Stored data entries
"""

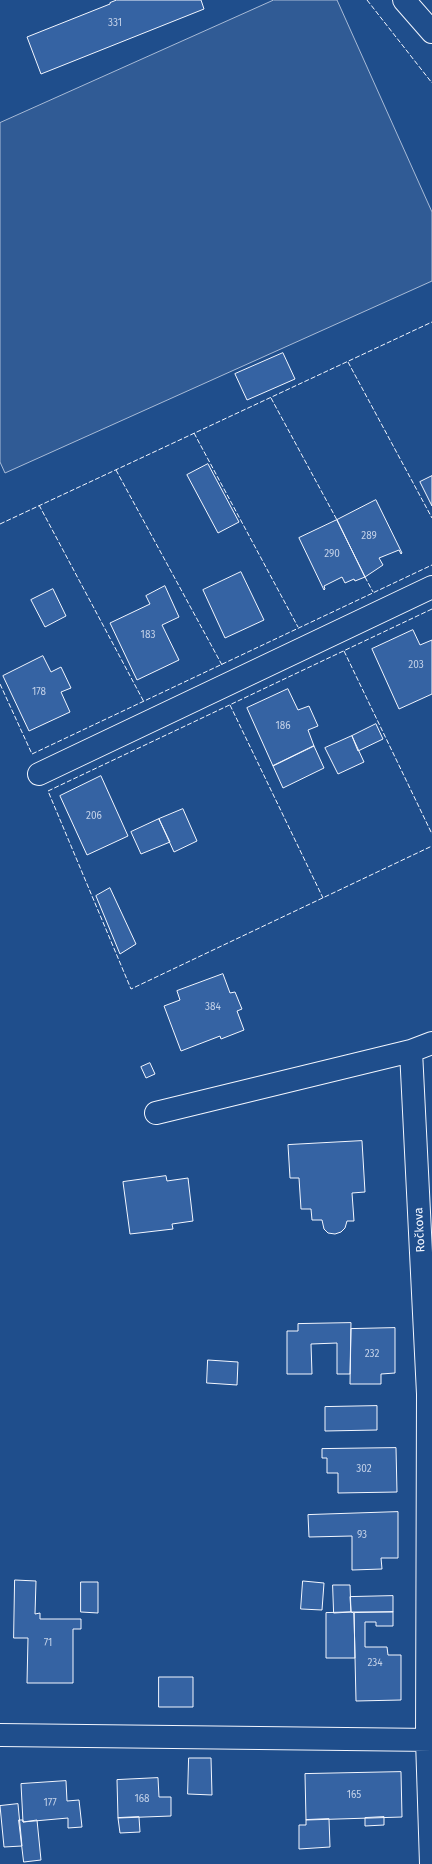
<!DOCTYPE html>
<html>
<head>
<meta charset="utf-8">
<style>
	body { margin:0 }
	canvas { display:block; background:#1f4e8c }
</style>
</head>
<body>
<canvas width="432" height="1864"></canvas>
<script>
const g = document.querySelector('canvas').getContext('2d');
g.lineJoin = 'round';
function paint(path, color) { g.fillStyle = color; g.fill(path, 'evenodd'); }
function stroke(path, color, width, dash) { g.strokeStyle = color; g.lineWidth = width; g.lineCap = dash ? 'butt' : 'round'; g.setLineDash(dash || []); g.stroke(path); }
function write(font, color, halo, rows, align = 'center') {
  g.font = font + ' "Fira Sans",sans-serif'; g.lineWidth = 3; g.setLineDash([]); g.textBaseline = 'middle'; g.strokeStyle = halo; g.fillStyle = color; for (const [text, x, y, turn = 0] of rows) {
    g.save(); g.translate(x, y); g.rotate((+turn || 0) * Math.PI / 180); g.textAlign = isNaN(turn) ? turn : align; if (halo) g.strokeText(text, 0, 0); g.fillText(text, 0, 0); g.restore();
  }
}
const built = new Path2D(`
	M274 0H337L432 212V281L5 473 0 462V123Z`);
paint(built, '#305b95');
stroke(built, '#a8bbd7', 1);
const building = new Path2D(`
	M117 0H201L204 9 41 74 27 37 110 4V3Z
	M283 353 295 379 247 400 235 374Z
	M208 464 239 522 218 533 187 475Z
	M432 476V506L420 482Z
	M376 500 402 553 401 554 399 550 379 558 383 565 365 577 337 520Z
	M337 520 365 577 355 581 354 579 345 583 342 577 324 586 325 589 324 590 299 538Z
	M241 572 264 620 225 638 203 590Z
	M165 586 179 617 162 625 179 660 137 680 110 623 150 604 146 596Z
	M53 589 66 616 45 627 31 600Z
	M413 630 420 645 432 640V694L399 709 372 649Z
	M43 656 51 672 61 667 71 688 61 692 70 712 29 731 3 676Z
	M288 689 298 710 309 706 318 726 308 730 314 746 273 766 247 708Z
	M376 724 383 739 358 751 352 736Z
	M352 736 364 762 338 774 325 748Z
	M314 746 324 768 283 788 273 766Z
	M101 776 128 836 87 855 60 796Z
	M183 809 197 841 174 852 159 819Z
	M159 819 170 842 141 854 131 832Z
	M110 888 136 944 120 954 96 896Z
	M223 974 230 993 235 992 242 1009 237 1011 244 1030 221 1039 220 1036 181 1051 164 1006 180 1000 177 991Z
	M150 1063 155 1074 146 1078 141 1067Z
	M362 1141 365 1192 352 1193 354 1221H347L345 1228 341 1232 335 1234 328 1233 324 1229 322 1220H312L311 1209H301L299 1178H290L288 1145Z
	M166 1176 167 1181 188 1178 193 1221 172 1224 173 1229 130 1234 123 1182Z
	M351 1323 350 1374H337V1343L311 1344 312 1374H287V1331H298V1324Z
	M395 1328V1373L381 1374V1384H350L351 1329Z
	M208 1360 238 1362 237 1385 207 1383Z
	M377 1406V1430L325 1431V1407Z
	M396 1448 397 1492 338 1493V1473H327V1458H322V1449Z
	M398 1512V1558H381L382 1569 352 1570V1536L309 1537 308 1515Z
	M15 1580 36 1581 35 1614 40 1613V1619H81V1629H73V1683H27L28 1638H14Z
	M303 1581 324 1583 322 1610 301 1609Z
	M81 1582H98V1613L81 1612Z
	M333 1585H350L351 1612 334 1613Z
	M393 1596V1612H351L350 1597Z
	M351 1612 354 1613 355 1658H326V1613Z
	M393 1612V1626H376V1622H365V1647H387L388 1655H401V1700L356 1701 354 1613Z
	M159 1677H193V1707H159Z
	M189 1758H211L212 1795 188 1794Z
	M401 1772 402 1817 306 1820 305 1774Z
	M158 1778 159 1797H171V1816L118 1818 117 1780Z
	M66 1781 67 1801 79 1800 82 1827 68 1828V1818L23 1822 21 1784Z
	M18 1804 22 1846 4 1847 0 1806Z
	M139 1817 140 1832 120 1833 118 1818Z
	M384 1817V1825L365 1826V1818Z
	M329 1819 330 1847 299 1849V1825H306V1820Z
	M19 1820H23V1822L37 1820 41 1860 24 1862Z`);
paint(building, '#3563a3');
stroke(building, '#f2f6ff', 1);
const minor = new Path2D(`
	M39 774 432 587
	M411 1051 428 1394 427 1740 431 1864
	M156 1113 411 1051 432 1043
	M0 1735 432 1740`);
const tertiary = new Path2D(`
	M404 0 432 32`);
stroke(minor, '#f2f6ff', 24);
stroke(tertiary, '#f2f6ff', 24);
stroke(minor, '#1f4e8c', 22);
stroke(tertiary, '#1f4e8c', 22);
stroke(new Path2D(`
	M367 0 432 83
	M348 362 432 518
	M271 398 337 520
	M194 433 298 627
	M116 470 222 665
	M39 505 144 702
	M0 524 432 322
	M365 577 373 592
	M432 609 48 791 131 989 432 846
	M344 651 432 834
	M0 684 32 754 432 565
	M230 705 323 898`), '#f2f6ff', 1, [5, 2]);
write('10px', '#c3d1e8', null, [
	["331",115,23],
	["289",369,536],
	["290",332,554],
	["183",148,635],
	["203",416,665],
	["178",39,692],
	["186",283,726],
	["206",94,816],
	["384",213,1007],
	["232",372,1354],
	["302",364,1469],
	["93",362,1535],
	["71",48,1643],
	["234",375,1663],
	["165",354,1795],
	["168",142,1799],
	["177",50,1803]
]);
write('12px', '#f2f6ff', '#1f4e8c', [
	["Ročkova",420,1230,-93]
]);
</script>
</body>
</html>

"""

ACTION ITEM:
If a line in the records includes the string "function", copy it.

EXERCISE SOLUTION:
function paint(path, color) { g.fillStyle = color; g.fill(path, 'evenodd'); }
function stroke(path, color, width, dash) { g.strokeStyle = color; g.lineWidth = width; g.lineCap = dash ? 'butt' : 'round'; g.setLineDash(dash || []); g.stroke(path); }
function write(font, color, halo, rows, align = 'center') {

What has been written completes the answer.